The king of animal tourism is, of course, SeaWorld. Anyone who has watched the 2013 documentary Blackfish knows exactly what we’re talking about. Orca whales are highly intelligent and sociable creatures so when they’re separated and put into tanks which are too small for them to swim in, it has an extremely negative impact on their wellbeing. They miscarry, die prematurely, develop arthritis, as well as becoming extremely depressed and isolated. Hundreds of thousands of families still flock to the park to sit in the Splash Zone as these giants perform tricks for them.


two killer whales in the wild


It’s all boils down to the fact that animals are continually exploited and abused by humans for money. Of course, we’re fascinated by these incredible creatures but surely our amusement shouldn’t come at the cost of another creature’s life?


Is there good animal tourism?

Yes, positive animal tourism is out there! In fact, 25% of wildlife attraction positively impact the welfare of the animals that are involved. There are amazing safari experiences which allow you to enter genuine habitats in the wild and see creatures in their natural state. You can also take trips of whale and dolphin watching boats which promote sustainability and respect for the sea. However, please be careful when booking any of these experiences though, as some advertise to be sustainable when in reality, they’re as bad as any of the others. Before you hand over any money, do your research.


How can I spot bad animal tourism?

  • Are the animals out of their natural habitats, such as a whale not in the ocean or a tiger out of the jungle?

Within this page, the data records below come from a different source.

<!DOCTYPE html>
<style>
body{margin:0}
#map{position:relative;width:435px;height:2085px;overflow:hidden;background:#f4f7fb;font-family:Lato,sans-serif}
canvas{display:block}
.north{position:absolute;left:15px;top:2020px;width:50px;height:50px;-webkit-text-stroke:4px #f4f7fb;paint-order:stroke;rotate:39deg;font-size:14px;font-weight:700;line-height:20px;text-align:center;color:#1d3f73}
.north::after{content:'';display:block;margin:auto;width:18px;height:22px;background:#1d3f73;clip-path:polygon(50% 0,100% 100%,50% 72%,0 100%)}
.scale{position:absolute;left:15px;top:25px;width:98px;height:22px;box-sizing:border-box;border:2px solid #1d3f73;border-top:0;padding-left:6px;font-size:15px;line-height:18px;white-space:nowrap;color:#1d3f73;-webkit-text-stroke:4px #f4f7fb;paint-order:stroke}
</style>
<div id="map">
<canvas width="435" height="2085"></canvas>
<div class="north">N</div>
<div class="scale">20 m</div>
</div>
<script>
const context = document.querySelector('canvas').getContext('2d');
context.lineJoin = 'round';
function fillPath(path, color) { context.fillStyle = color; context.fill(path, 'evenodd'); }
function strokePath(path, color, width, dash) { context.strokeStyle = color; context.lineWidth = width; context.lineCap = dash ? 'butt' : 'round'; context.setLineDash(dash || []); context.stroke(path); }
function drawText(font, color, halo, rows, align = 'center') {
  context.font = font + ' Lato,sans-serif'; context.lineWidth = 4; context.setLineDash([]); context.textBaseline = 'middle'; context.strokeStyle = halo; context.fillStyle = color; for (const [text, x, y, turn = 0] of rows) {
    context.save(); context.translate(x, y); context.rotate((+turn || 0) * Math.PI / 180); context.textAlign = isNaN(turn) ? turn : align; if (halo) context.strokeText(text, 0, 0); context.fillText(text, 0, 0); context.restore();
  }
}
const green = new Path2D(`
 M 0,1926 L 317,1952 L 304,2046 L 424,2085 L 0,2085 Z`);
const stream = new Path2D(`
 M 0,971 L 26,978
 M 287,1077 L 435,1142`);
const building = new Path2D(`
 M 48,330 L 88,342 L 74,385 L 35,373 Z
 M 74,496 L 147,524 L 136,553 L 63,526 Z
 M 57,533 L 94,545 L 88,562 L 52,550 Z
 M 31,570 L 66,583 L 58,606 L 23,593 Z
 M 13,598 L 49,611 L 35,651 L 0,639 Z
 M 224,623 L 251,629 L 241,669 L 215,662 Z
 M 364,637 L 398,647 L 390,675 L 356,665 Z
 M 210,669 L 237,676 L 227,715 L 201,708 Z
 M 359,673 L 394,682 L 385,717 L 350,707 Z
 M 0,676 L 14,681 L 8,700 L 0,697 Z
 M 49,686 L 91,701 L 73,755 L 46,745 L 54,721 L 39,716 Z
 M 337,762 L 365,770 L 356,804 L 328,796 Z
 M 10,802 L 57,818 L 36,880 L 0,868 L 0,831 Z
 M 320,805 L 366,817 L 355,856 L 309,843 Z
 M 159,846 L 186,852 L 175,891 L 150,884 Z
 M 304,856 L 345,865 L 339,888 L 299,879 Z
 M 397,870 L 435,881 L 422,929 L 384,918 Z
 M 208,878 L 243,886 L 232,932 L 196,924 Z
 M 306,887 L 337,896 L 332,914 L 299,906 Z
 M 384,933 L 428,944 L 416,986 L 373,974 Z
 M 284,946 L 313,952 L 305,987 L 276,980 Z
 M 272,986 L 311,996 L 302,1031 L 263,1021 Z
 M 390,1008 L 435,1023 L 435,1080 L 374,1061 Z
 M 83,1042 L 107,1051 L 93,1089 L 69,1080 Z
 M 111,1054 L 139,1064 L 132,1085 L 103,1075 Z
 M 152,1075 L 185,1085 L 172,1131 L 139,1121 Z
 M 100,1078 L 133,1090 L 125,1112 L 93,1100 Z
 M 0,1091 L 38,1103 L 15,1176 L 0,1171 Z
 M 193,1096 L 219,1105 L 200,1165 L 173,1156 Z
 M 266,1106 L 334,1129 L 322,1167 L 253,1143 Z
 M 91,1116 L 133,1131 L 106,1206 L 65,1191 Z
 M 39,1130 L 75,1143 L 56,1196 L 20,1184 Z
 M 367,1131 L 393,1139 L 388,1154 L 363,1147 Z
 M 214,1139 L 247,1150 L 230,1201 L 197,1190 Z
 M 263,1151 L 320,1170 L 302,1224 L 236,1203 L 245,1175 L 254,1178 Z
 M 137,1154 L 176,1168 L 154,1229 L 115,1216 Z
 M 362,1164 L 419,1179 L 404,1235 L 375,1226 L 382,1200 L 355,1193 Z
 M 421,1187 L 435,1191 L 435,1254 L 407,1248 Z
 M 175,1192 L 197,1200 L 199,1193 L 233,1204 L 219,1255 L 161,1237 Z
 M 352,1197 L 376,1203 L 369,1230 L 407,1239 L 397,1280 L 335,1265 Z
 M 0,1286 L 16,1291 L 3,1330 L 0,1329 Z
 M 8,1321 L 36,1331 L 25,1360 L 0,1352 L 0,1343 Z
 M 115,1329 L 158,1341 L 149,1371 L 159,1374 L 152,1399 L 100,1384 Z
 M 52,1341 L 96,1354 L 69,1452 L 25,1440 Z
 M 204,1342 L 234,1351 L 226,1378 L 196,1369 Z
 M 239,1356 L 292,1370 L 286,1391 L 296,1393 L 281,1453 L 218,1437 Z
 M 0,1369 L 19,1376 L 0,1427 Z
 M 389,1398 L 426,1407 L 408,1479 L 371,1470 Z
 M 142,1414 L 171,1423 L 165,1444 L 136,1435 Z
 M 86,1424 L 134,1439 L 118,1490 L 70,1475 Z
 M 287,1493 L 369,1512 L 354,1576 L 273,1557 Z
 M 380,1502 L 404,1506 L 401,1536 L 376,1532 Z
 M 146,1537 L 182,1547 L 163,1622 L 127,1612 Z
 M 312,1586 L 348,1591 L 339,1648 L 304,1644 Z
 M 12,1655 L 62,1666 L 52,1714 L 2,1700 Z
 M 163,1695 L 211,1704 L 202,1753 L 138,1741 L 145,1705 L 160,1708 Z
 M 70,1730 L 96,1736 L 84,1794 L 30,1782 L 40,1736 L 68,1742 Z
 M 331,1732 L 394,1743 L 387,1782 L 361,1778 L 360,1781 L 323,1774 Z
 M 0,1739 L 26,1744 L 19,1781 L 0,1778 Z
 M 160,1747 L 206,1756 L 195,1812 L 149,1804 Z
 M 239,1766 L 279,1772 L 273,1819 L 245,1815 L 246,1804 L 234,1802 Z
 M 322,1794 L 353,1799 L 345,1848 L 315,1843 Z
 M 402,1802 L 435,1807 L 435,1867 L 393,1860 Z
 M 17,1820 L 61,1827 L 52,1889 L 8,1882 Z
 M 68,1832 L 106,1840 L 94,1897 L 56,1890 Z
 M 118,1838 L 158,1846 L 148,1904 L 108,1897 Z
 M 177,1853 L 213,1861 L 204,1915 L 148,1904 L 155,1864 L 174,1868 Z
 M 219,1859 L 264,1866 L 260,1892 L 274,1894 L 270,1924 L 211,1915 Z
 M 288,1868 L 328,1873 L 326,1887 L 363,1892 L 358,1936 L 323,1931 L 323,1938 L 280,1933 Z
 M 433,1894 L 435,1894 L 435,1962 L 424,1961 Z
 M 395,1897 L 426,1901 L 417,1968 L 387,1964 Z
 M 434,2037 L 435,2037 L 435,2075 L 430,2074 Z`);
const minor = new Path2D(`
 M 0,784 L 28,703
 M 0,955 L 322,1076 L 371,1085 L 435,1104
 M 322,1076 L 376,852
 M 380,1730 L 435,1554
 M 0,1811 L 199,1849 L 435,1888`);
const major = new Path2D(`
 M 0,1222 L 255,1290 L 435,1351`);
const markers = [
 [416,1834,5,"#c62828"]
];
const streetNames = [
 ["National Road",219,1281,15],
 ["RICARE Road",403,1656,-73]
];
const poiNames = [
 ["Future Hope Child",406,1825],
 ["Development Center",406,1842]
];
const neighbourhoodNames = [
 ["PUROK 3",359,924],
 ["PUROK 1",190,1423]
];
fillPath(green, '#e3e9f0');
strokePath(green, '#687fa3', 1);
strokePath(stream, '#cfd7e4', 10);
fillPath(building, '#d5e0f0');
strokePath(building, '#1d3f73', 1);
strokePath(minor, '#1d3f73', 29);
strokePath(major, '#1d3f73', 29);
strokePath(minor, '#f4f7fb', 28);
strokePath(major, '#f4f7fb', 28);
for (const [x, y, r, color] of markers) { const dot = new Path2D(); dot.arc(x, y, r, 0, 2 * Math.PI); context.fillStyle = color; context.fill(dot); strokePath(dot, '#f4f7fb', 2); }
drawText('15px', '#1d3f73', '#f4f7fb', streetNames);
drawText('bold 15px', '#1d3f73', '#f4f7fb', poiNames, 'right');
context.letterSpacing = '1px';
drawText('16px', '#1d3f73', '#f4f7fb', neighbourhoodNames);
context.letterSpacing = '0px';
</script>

  • Are the animals kept in cages?

  • Are the animals tied with chains or ropes which restrict their movement in any way, even if it means they can stand but not walk around?

  • Are they made to behave unnaturally, for instance being trained, performing or doing tricks?

  • Are wild animals sleepy and docile?

  • Do they display any outbursts of aggressive behaviour, directed towards the staff members in particular?

  • Are the offspring separate from their mother? Or are you not even able to see the mother?

These are things which you can recognise immediately but we truly believe that the only way you can make an informed decision is if you do your research.


What should I research?

First of all, look into the place you’re planning on visiting. More and more so-called sanctuaries are being exposed but there is still an astronomical number of illegal or immoral practices taking place all over the world. If you do some digging, you’ll find articles, reviews and pictures from people who’ve already been. TripAdvisor promised that they wouldn’t promote any attractions which are known to exploit animals for entertainment. We do the same.

Research the animal’s characteristics in the wild. A David Attenborough or National Geographic documentary is a good place to start. This means you’ll know if the way they’re behaving is natural or not. If you see an animal acting in a way that contradicts what’s normal for them, you can be fairly certain that they have been physically or psychology beaten into submission.


TransferTravel’s promise

We do not allow listings which support negative animal tourism to be posted in the TransferTravel marketplace. We do not support an industry which capitalises on animal’s pain.


Where can I find more information?

This a very bare-bones approach to responsible animal tourism and we have barely scratched the surface. If you’re looking for more information about how you can help and how to avoid these attractions:

Every day new problems are arising in the industry and places are being exposed for their poor practices. If you are not sure or can’t find any research about somewhere you’re thinking of visiting, don’t visit it. It’s better to not risk putting your money in the hands of animal abusers.